Available records →
──────────────────────────────

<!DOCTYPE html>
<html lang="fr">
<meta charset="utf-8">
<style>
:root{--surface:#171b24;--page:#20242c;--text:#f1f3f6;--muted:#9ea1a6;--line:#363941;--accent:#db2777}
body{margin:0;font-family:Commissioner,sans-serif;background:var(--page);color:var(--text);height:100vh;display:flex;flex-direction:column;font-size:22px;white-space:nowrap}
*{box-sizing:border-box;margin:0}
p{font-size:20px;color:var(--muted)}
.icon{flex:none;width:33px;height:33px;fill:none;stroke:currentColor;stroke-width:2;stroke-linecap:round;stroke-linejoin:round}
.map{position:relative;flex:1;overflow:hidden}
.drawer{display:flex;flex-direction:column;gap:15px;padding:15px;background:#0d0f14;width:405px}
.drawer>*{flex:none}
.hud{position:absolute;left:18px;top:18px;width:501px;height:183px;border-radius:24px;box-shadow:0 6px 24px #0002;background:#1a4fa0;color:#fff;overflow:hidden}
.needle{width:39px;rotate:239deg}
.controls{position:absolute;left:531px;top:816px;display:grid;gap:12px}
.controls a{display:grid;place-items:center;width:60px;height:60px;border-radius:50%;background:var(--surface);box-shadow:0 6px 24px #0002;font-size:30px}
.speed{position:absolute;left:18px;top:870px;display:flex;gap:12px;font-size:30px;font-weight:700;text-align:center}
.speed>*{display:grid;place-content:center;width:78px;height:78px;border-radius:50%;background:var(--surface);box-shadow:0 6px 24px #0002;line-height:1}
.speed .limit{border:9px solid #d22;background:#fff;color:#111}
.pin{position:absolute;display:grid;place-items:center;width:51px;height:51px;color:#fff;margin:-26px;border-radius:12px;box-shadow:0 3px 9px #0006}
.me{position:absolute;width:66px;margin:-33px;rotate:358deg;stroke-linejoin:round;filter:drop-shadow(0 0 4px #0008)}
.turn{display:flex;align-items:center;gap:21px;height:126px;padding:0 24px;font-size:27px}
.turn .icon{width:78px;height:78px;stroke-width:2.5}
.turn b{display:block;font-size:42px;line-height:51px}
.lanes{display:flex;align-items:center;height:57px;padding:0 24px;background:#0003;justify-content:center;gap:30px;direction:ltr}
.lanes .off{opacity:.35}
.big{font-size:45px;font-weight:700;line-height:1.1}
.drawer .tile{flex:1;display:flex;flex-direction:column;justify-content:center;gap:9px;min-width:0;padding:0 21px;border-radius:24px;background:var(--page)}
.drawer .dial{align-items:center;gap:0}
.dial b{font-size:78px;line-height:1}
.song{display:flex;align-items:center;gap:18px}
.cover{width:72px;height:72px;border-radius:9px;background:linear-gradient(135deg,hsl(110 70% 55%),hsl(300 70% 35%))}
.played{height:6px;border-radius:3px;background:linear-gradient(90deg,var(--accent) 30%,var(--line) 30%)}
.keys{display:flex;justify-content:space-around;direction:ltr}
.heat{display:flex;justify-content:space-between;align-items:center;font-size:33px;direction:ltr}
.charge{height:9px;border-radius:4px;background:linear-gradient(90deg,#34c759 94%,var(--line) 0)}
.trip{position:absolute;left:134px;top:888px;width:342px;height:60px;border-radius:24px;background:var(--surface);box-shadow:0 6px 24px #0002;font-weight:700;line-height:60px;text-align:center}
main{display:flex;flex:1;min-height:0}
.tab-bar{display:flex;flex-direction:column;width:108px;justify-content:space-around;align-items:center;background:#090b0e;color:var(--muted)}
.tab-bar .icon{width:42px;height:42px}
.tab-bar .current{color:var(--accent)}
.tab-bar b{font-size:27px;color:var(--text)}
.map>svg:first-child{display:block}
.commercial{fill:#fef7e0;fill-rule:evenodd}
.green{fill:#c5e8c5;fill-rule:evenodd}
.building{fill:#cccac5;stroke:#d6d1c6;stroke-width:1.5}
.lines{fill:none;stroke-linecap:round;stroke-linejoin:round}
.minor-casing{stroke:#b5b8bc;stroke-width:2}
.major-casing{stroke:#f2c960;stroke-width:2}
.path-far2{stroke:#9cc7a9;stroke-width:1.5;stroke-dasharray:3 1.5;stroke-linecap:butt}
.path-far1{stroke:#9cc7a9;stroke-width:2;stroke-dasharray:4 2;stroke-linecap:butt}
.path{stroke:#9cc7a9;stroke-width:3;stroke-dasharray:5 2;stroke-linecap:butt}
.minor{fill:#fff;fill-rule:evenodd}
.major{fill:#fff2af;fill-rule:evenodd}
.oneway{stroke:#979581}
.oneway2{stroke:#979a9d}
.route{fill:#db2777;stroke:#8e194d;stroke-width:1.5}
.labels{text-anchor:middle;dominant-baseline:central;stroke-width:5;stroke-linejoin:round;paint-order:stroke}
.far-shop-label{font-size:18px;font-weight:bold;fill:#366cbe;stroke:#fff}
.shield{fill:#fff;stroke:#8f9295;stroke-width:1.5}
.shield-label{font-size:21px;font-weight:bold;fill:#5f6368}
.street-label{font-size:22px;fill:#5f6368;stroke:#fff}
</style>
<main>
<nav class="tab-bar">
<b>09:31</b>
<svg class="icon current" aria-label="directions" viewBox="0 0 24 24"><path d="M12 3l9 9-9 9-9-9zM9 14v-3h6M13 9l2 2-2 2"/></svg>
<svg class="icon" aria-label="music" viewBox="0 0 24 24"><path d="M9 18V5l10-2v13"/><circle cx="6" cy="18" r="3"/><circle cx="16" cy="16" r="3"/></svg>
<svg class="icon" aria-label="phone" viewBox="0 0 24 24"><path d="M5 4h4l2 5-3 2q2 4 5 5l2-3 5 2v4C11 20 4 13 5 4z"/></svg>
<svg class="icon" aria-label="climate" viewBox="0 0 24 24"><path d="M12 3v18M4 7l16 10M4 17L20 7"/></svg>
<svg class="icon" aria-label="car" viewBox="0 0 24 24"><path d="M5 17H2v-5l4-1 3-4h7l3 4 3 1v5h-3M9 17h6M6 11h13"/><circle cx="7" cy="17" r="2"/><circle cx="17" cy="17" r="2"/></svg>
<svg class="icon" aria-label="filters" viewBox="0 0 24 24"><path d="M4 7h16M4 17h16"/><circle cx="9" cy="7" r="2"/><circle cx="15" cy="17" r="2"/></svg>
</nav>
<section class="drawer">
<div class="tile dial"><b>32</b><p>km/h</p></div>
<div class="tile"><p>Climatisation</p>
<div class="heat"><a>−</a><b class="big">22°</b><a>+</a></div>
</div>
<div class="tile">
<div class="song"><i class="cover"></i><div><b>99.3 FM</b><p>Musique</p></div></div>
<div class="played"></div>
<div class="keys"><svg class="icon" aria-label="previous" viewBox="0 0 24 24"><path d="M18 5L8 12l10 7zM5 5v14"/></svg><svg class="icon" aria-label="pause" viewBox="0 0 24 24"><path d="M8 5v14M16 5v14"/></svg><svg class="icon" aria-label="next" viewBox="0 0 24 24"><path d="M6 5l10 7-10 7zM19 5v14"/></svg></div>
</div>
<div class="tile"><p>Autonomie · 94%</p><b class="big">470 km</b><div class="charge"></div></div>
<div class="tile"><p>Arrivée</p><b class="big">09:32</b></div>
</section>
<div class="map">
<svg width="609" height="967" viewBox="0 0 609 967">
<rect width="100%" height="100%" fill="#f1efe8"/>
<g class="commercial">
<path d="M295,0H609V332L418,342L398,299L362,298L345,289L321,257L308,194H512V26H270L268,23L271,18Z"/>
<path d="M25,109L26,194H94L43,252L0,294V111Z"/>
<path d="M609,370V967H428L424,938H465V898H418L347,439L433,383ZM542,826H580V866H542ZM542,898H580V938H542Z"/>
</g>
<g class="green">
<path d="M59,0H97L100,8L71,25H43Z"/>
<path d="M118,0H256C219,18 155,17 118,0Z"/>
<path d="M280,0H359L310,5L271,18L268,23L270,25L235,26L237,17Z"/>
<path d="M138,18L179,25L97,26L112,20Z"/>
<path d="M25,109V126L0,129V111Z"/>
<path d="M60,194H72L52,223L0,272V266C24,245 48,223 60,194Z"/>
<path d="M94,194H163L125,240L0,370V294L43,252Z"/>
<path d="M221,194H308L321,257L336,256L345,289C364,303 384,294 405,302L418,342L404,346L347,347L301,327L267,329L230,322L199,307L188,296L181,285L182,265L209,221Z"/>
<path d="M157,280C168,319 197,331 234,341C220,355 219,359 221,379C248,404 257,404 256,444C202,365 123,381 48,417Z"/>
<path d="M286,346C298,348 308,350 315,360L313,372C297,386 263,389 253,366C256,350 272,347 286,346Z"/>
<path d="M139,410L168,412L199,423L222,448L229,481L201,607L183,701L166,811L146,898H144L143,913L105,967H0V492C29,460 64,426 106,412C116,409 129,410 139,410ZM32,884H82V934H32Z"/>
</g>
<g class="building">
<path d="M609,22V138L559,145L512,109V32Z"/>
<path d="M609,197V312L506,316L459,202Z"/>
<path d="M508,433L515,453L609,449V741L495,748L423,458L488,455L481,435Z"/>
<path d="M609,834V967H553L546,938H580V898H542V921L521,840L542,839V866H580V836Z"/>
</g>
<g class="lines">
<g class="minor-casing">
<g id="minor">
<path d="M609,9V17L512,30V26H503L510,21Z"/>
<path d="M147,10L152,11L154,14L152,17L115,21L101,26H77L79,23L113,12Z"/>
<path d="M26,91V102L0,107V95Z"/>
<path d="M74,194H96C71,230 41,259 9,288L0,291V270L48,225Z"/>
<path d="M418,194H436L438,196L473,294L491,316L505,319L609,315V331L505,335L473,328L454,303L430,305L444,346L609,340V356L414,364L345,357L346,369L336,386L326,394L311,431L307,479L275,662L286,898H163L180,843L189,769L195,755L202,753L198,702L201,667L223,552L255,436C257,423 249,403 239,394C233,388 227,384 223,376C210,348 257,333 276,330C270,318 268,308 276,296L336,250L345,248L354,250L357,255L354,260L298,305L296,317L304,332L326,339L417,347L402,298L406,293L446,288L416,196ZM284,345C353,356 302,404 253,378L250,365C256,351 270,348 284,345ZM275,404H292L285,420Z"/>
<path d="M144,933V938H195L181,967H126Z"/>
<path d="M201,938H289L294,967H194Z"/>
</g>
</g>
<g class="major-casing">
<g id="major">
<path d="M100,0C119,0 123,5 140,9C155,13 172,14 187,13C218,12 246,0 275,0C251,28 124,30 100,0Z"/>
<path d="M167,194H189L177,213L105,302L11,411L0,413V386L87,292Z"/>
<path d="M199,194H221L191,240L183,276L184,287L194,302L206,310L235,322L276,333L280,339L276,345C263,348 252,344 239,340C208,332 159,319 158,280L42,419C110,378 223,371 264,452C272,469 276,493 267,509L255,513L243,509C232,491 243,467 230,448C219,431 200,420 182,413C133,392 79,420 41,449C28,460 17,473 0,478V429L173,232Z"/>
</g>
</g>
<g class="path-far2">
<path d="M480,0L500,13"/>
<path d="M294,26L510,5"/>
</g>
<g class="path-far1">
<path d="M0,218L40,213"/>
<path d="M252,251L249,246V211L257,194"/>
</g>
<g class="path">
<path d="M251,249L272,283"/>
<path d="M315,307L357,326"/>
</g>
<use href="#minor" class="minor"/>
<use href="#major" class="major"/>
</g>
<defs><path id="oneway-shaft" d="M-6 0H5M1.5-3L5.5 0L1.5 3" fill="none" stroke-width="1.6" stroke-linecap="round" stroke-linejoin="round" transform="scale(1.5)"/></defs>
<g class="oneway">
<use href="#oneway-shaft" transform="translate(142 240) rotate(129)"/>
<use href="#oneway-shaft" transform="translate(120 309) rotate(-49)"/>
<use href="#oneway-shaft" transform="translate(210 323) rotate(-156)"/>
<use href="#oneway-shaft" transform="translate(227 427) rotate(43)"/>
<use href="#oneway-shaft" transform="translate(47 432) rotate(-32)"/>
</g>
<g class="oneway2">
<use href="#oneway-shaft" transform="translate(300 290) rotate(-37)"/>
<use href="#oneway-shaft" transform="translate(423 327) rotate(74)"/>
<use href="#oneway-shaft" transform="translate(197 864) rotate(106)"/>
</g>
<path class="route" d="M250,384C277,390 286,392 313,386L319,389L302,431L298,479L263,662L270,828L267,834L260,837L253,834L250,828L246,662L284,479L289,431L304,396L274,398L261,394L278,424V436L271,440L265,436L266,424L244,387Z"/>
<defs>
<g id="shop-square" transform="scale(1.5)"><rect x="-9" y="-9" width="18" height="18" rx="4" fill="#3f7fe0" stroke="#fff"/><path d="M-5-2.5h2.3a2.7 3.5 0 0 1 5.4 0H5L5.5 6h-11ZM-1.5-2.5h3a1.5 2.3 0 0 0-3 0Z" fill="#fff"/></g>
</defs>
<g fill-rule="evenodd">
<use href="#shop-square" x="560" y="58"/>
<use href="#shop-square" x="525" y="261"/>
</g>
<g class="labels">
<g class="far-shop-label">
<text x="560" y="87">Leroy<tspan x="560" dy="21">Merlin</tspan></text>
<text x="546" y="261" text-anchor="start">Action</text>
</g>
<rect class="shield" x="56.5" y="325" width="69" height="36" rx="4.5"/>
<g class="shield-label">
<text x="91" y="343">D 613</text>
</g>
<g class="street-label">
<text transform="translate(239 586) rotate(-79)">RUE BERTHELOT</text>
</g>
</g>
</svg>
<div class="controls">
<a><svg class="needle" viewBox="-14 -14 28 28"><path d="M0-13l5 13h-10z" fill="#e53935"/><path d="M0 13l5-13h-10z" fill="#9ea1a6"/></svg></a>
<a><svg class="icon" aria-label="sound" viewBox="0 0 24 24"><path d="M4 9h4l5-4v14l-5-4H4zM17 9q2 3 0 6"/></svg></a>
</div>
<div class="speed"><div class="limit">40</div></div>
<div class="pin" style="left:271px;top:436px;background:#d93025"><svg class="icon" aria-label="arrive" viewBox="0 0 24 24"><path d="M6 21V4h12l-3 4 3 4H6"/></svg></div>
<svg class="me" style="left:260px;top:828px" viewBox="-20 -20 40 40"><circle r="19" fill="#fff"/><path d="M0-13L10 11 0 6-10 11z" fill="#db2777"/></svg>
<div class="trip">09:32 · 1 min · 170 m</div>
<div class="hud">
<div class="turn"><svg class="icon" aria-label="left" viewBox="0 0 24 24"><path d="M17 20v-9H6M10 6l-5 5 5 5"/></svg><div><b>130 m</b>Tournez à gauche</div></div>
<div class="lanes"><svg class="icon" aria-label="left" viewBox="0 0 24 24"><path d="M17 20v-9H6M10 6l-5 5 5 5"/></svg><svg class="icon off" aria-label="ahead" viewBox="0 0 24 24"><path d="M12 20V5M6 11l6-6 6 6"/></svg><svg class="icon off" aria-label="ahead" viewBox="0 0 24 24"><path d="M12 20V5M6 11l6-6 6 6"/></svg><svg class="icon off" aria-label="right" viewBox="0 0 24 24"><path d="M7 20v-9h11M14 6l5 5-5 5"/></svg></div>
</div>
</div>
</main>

──────────────────────────────

Exercise details → Look over the listing above and copy each line that contains "heat".

Answer to the exercise →
.heat{display:flex;justify-content:space-between;align-items:center;font-size:33px;direction:ltr}
<div class="heat"><a>−</a><b class="big">22°</b><a>+</a></div>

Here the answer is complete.